I was at my local nuts and bolts store yesterday here in Manila. I was looking for thread rod to run a cheap plywood frame 3040 CNC. I had had issues with whipping of the previous machine builds that used m8 rod with a 1.25mm pitch. So I picked up some m12 with a 1.75mm pitch.

they also have up to 30mm thread rod in stock.

I am thinking of going up to 16mm thread rod with a 2mm pitch for a future build.

has anyone messed with the larger thread rod for CNC machines here?

For the Z axis? There should be very little friction, no where near enough to cause and sort of whipping.

For x and y you’ll get whipping even with the bigger threaded rod. None of it is perfectly straight, so you’ll induce some centripetal forces when you spin them. That’s why pretty much all of them will use lead screws, which are ground straight, or belts, chains or a rack and pinion gear assembly.

Bigger rod is higher pitch which is less turns for same movement which equals a lower turn speed of the rod and less whipping along with the added stiffness…

Yes I am very familiar with ball screws and acme screws. I buy them all the time from China.

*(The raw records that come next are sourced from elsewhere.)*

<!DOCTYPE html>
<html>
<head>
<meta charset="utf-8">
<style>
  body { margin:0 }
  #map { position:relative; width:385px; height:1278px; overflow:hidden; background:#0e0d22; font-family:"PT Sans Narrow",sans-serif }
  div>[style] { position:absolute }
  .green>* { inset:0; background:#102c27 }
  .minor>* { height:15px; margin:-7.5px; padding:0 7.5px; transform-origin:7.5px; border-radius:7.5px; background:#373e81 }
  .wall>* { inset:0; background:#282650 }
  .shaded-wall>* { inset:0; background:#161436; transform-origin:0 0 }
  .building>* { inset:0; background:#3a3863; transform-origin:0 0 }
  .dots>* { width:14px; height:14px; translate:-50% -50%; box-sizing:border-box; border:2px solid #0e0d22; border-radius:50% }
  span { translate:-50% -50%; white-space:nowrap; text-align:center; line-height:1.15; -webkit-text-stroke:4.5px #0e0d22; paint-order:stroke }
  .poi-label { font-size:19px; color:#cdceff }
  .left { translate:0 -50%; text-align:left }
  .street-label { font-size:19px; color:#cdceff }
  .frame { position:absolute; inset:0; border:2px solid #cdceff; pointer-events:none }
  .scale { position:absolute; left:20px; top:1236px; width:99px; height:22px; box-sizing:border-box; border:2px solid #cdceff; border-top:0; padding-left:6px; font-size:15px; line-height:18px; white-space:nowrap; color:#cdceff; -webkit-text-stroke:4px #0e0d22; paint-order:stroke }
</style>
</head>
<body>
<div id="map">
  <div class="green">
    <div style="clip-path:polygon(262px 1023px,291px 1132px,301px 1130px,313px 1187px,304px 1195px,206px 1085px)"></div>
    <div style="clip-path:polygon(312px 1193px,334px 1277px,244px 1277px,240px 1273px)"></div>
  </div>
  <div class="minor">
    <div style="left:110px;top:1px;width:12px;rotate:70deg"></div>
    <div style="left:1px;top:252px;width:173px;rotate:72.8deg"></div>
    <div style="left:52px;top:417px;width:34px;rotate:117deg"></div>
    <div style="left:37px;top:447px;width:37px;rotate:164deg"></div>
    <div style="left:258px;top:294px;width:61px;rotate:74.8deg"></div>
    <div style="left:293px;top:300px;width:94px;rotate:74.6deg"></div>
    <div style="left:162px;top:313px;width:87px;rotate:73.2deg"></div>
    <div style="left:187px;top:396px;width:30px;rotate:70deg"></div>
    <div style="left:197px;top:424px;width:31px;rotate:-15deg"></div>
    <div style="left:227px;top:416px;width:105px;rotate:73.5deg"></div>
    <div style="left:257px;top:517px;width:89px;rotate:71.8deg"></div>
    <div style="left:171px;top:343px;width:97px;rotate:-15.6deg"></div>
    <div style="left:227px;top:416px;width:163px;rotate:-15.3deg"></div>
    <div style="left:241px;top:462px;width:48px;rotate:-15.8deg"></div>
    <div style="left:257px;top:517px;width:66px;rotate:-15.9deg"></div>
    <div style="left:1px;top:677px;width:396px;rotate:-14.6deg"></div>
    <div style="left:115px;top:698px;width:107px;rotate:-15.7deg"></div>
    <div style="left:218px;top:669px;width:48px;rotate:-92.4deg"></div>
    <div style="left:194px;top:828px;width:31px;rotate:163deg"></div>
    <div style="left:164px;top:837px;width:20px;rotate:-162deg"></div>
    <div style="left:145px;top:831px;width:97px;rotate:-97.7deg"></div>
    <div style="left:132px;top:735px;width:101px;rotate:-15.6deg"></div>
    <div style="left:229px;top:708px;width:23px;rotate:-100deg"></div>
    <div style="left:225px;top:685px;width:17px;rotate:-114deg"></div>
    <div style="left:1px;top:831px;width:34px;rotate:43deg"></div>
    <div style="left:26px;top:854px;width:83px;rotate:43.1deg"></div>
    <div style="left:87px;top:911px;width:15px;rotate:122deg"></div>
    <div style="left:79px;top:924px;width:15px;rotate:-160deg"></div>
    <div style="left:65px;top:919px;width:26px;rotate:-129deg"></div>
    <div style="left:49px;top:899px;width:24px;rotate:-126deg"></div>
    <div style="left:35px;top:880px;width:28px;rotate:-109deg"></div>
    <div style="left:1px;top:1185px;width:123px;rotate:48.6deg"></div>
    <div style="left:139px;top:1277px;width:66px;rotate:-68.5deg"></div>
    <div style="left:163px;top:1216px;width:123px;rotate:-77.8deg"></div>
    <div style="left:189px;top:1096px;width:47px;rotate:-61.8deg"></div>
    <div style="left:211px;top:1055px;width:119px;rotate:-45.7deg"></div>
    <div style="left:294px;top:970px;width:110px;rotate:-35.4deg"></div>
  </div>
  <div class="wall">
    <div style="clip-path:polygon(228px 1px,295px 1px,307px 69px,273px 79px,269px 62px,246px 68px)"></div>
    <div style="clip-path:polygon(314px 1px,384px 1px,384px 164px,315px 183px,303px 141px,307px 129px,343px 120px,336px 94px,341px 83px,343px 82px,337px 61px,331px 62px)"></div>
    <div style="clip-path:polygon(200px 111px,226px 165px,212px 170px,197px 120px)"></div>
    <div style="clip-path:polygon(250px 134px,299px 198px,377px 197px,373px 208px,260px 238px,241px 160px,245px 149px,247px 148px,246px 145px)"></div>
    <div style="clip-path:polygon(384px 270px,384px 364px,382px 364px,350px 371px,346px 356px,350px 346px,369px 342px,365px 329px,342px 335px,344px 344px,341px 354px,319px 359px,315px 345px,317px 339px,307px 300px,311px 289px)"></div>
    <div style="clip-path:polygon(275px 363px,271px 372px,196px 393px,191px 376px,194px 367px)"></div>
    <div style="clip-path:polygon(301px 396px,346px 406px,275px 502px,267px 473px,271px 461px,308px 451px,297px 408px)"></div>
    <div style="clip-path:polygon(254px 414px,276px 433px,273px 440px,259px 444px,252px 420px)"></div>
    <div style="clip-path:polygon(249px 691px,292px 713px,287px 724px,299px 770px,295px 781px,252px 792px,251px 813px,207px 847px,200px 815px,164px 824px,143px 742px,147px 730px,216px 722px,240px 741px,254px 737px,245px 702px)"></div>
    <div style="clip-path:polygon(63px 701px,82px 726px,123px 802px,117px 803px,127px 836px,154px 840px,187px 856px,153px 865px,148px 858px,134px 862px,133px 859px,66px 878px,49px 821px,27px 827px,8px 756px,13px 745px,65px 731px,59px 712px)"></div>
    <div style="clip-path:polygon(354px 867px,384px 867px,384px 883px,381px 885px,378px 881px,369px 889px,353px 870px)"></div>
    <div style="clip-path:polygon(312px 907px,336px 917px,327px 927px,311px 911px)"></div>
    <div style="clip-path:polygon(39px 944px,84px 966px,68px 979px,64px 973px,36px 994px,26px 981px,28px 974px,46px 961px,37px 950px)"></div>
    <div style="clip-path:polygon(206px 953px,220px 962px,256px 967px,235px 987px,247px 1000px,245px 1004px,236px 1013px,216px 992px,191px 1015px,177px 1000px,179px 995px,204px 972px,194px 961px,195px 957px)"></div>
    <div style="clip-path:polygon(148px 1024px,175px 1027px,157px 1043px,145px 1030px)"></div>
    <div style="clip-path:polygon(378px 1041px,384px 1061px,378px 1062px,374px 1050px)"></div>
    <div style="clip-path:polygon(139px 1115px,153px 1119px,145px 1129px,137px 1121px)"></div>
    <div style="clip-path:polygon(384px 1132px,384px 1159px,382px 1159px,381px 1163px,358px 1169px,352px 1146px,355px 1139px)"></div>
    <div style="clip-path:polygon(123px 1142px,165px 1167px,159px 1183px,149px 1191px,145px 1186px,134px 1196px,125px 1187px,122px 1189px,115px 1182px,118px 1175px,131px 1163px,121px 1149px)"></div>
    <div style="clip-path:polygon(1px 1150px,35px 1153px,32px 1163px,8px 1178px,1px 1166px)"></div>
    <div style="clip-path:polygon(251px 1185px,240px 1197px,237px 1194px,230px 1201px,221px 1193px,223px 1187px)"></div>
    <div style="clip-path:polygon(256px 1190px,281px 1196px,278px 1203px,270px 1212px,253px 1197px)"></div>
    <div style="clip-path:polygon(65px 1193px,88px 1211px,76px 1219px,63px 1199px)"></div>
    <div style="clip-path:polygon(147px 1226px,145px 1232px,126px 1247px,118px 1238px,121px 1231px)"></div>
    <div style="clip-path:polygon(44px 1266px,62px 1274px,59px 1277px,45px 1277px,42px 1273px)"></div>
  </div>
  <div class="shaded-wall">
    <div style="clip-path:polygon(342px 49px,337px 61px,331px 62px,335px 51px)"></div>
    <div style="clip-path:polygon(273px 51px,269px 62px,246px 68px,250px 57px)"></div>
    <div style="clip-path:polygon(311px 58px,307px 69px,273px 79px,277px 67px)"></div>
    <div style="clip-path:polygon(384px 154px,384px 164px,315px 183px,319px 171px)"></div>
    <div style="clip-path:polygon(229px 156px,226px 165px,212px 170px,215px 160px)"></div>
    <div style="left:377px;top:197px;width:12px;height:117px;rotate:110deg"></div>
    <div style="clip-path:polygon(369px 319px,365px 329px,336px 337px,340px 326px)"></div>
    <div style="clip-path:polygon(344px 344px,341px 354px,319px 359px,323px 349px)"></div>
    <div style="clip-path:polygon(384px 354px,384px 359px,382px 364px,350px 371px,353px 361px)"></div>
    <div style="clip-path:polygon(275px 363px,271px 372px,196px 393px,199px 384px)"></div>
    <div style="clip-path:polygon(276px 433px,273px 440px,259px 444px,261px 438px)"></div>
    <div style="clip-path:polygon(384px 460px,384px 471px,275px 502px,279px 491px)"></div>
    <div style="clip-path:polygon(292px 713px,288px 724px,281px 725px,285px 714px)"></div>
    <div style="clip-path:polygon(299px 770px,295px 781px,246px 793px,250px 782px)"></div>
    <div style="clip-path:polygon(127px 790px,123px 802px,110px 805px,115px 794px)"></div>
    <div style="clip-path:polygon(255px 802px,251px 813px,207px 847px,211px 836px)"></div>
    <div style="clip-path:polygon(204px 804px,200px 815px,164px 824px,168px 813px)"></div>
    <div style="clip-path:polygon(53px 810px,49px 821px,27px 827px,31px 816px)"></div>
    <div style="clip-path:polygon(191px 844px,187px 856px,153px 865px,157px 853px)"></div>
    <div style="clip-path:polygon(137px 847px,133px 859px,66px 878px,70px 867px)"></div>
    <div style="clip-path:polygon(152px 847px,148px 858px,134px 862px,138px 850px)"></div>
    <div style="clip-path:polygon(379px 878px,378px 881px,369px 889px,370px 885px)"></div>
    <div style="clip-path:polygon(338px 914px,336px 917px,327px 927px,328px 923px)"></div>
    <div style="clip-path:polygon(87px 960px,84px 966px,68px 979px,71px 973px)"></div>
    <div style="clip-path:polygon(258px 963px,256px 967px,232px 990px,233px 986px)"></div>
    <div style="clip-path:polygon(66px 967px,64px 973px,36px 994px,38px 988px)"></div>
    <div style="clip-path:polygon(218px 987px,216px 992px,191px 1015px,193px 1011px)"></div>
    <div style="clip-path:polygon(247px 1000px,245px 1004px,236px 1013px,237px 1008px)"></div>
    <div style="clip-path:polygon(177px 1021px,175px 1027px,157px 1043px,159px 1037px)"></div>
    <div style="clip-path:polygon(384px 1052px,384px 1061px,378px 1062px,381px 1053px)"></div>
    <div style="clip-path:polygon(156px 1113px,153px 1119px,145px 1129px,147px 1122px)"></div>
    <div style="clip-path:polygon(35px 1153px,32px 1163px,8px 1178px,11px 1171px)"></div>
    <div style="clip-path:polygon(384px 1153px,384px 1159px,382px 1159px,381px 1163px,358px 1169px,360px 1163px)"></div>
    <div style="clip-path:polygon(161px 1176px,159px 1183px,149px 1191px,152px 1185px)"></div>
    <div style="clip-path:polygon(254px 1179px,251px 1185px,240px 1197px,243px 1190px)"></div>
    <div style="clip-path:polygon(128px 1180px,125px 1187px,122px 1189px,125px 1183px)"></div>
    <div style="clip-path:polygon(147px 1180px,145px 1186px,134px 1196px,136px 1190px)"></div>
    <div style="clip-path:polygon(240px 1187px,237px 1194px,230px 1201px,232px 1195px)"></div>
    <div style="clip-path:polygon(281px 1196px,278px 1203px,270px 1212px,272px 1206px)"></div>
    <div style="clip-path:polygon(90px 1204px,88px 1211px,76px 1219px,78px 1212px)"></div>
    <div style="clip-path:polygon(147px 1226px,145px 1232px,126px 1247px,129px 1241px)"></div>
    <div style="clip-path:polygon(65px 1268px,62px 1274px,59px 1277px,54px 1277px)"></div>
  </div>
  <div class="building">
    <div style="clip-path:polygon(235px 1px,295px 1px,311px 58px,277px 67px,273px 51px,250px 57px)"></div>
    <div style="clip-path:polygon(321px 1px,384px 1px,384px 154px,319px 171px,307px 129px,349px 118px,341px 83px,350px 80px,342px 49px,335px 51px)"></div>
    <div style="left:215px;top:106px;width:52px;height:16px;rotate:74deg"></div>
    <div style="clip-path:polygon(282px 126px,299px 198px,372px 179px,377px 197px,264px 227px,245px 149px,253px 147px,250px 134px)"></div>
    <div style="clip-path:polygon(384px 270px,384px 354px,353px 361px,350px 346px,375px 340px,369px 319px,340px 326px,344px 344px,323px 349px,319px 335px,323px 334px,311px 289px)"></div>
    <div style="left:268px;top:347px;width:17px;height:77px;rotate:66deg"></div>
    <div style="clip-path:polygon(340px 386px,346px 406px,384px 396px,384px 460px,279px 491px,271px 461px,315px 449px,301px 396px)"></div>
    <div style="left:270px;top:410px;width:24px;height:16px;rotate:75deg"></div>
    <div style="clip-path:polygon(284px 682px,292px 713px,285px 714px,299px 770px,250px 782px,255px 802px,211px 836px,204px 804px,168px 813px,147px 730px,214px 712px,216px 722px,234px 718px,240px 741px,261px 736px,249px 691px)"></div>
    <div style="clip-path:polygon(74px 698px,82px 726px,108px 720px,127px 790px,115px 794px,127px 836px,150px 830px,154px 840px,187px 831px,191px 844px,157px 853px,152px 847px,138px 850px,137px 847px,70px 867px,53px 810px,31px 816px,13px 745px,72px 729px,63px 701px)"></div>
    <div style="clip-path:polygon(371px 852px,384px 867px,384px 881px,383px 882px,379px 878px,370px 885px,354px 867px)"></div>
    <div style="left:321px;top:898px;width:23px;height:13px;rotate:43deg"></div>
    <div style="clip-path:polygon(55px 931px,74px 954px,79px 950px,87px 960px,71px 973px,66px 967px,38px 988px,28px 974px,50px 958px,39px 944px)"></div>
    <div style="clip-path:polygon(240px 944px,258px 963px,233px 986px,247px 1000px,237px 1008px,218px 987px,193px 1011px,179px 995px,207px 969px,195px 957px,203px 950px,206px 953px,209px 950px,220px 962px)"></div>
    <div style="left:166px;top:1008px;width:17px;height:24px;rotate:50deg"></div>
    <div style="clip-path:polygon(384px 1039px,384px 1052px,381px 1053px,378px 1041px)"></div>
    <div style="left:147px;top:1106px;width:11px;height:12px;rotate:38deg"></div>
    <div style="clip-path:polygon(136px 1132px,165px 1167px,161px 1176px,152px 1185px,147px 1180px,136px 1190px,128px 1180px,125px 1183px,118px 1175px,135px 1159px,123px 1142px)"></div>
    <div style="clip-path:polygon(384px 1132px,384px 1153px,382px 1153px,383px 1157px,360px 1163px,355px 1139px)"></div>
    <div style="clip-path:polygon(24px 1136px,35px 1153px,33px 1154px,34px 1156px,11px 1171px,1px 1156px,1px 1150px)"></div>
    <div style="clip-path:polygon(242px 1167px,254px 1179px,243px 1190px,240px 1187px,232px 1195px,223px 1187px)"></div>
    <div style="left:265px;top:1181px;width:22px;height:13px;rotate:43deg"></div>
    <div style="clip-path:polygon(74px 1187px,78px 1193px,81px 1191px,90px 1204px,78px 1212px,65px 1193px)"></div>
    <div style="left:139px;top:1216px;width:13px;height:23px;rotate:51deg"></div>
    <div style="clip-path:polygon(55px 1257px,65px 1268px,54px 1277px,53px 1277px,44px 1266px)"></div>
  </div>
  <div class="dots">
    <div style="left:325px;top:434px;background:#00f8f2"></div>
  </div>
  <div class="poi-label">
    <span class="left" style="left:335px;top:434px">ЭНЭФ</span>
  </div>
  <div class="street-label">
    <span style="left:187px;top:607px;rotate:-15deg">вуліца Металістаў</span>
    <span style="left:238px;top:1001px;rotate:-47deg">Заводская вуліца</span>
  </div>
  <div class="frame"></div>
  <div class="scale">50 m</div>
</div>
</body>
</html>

I build and service CNC routers, 3D printers and co2 lasers full time. This however is my search for a very low cost machine that does not need the China imports.

As far as the z axis goes, I had a m8 thread rod wear out in less than a hour of use with a 1.5kw spindle on a open builds style machine recently.

That reminds me, I need to look at my threaded rod after that last project…

Another thing that occurred to me. With m8 I was essentially limited to 600mm per minute speed.

Going up to m16 should get me 1200 mm per minute with the bigger pitch and added stiffness…

Btw, have you ever seen the lumen labs CNC router? It is machined delrin and acme screws, but it looks printable…

Didn’t Lumen Labs go under 5-6 years ago? I don’t think they ever open sourced their designs…

The ~600mm/m max on Z is due to the 1/32 stepping on the drivers and the Arduino running out of puff generating the signals needed. I’ve set mine to 1/8 stepping and can get ~840mm/m, it’s not 4 times original-speed because of the mechanics, but the CPU seems happier with cycles seemingly spare now and it’s a nice speed upgrade. With larger thread, expect more friction, and I guess don’t expect twice the speed.

I’m planning on running 265 oz steppers for my bigger machines. The entire kit of motors, drivers, power supply and control board is only $150

No lumen labs never open sourced their design. Apparently the creator had health issues.

If I had more budget, I could reverse engineer it and send tp a CNC shop here…

The design was/is quite ingenious.

I posted a set of cad files for a printed variation on thingiverse a year ago.